▸ **Problem statement**: Answer with a single number: the count of lines below that hold "Zelglistrasse".
(Records for the exercise Opens)
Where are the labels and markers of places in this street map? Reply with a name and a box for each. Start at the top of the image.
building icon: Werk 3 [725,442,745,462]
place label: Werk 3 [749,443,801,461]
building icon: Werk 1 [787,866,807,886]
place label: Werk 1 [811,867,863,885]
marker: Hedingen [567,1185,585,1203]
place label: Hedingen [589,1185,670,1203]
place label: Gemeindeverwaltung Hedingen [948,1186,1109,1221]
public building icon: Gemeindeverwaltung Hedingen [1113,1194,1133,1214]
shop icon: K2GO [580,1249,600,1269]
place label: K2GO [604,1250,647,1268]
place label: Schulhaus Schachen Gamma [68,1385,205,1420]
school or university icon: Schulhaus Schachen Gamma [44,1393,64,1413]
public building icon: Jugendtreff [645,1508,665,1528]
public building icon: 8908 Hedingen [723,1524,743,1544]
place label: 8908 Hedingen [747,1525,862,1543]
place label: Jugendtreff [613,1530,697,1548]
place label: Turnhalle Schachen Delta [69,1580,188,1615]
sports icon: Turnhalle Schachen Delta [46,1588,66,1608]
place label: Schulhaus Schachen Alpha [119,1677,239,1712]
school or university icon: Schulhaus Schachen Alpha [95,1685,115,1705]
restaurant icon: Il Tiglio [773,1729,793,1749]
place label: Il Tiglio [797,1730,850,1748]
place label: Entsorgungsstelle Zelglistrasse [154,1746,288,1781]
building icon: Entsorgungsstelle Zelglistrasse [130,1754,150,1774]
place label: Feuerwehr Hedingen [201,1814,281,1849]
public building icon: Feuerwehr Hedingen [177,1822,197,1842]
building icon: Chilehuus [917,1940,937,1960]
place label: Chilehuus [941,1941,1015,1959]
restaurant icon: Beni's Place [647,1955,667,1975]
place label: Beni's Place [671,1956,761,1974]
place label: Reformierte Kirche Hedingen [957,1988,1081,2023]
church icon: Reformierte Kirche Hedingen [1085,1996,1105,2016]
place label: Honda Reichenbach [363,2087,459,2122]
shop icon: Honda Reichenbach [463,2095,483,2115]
(Records for the exercise Closes)
▸ **Response to this exercise**: 2